Dunque, l'appuntamento indetto da Uniti contro la crisi si anticipa e
raddoppia: il 9 dicembre iniziative in tutti i territori e i luoghi
simbolici, magari a Melfi e Pomigliano, meticciando storie, linguaggi,
fabbriche, atenei, ambiente e beni comuni, i migranti di Brescia (a cui
l'incontro di Bologna ha inviato un «presente») e i manifestanti di
Terzigno. L'indomani, il 10 dicembre, tutti a Roma, magari non
all'università ma in un luogo sociale comune insistono gli studenti. Il
cammino prosegue nella preparazione di un seminario da tenersi a fine
gennaio a Porto Marghera, preparato nei luoghi di lavoro, studio e
ricerca più o meno precari.
Buon lavoro per tutti, almeno un reddito di cittadinanza. E' giusto
spiegare agli studenti che il collegato lavoro cade sulla loro testa e
cancella diritti presenti e futuri, umilia, divide, tenta di
trasformare il conflitto verticale in un conflitto orizzantale, in una
guerra tra poveri. Agli operai metalmeccanici è più facile spiegare la
strage in atto nella scuola. Forse un operaio di Pomigliano in cassa
integrazione, con il futuro sequestrato da un imperatore che detta
ordini e regole da Torino o Detroit, riuscirà mai a mandare il figlio
all'università?
A Bologna si è discusso con passione tra studenti, ambientalisti,
metalmeccanici, precari.
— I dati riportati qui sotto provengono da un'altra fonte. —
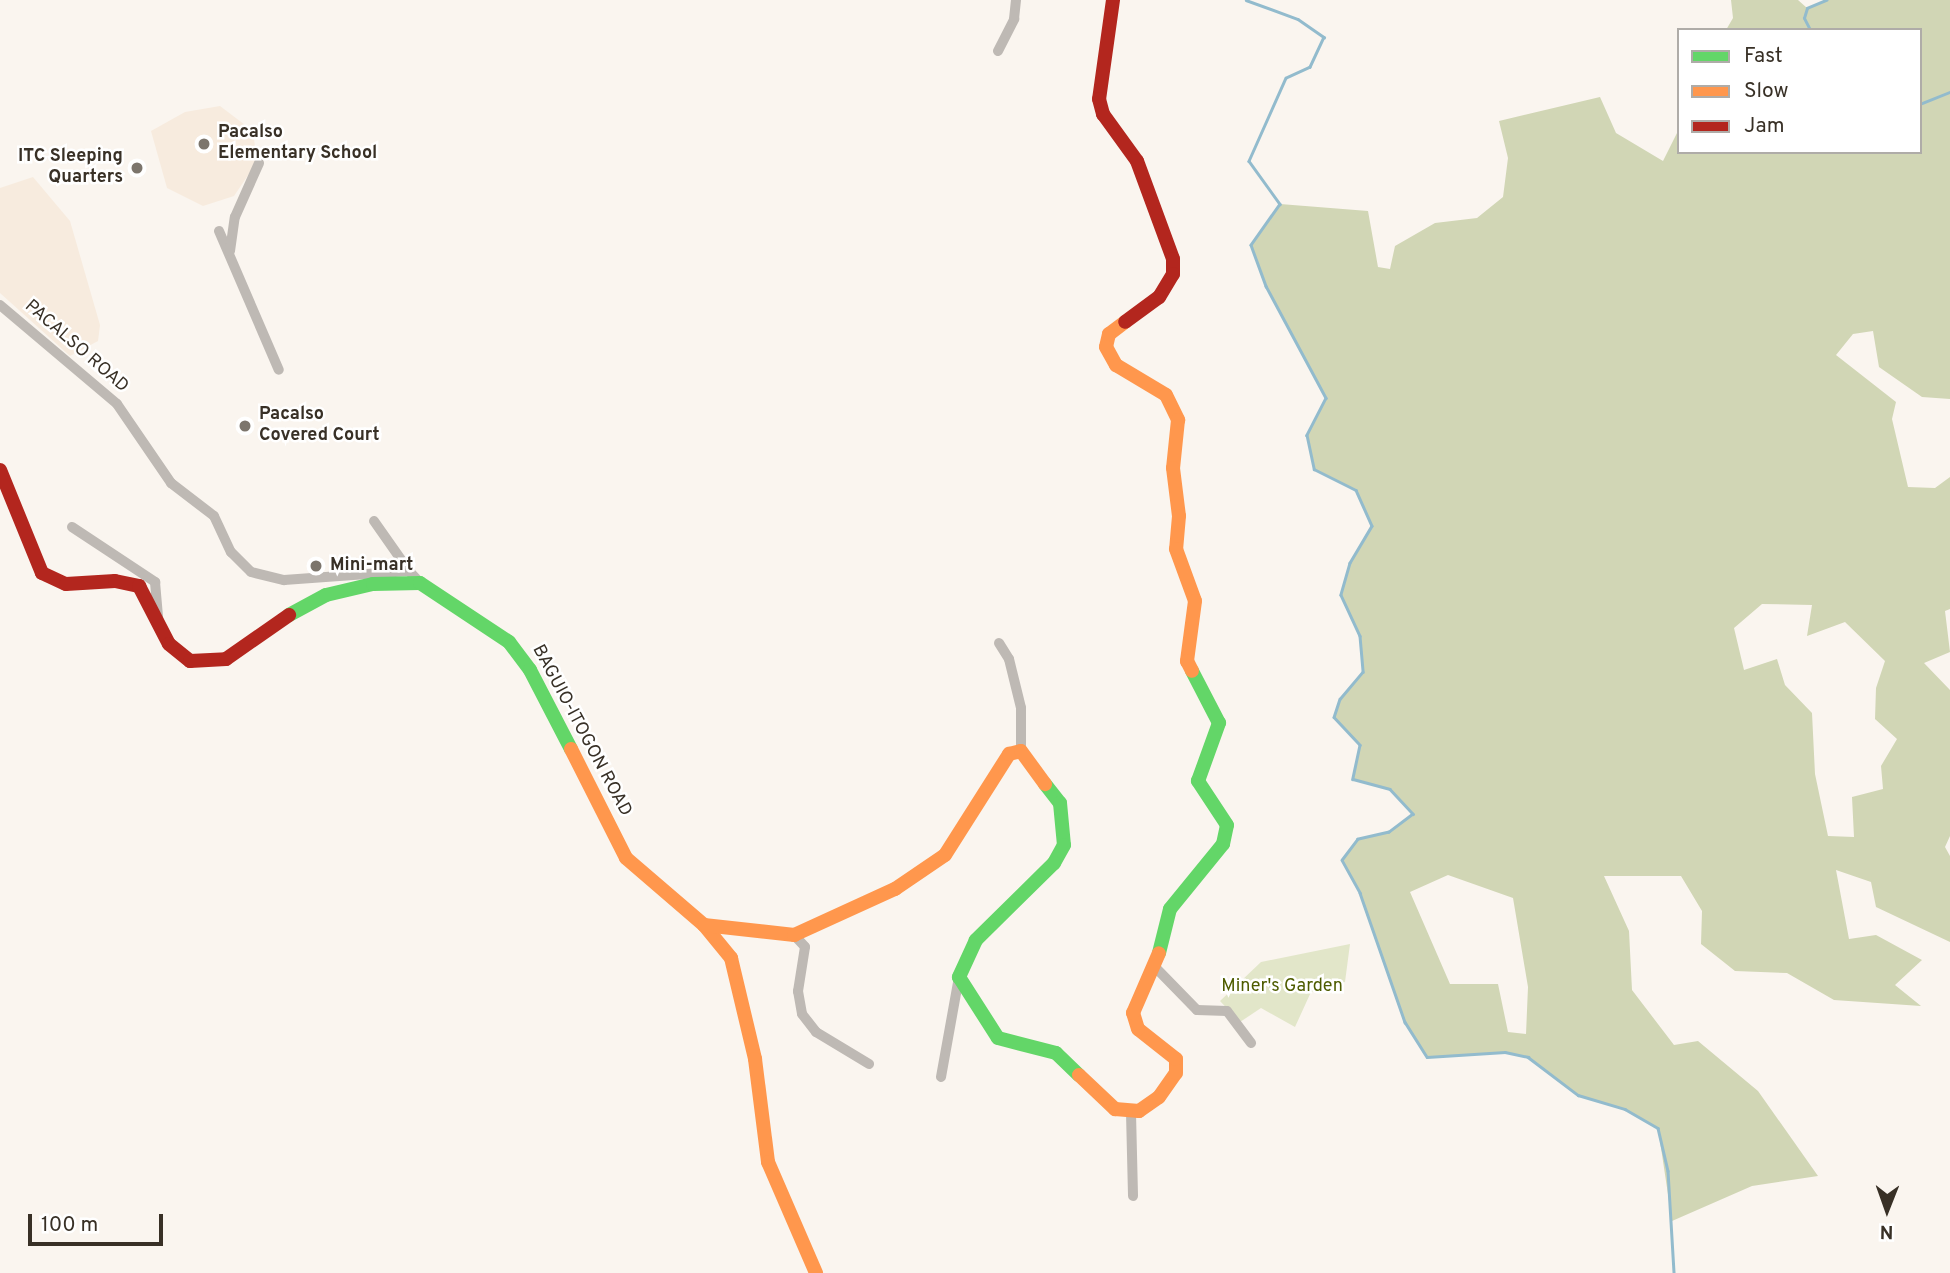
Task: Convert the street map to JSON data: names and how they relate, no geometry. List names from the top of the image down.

Costruire un'agenda e lotte comuni tra
linguaggi e pratiche diversi è opera, se non titanica, molto
impegnativa. Molti dei presenti erano giovanissimi, altri avevano sulle
spalle il G8 di Genova, la disobbedienza, la pratica dei centri sociali
e qualcuno, pochi, le esperienze del secolo scorso, il 68-69, il
risucchio della politichetta. Da generazioni diverse un comune
convincimento parla di autonomia politica, non dalla politica ma dalle
dinamiche e qualità di questa politica. Puntando sui contenuti:
difendere una fabbrica senza pensare a una riconversione industriale
ecologicamente e socialmente compatibile non fa fare molta strada, e
viceversa. Lo sbocco? Lo sciopero generale chiesto dalla Fiom, che non
può essere «una tantum» perché la crisi è lunga, la destabilizzazione
fortissima, il fascino populista e autoritario mina società e relazioni
sociali. Sciopero generale per cominciare, allargato, contaminato,
includente. Con la lotta di studenti e precari che non si ferma, c'è il
mostro approntato dalla Gelmini che incombe: primo appuntamento il 17,
secondo il 25 davanti a Montecitorio. Con un occhio a Londra.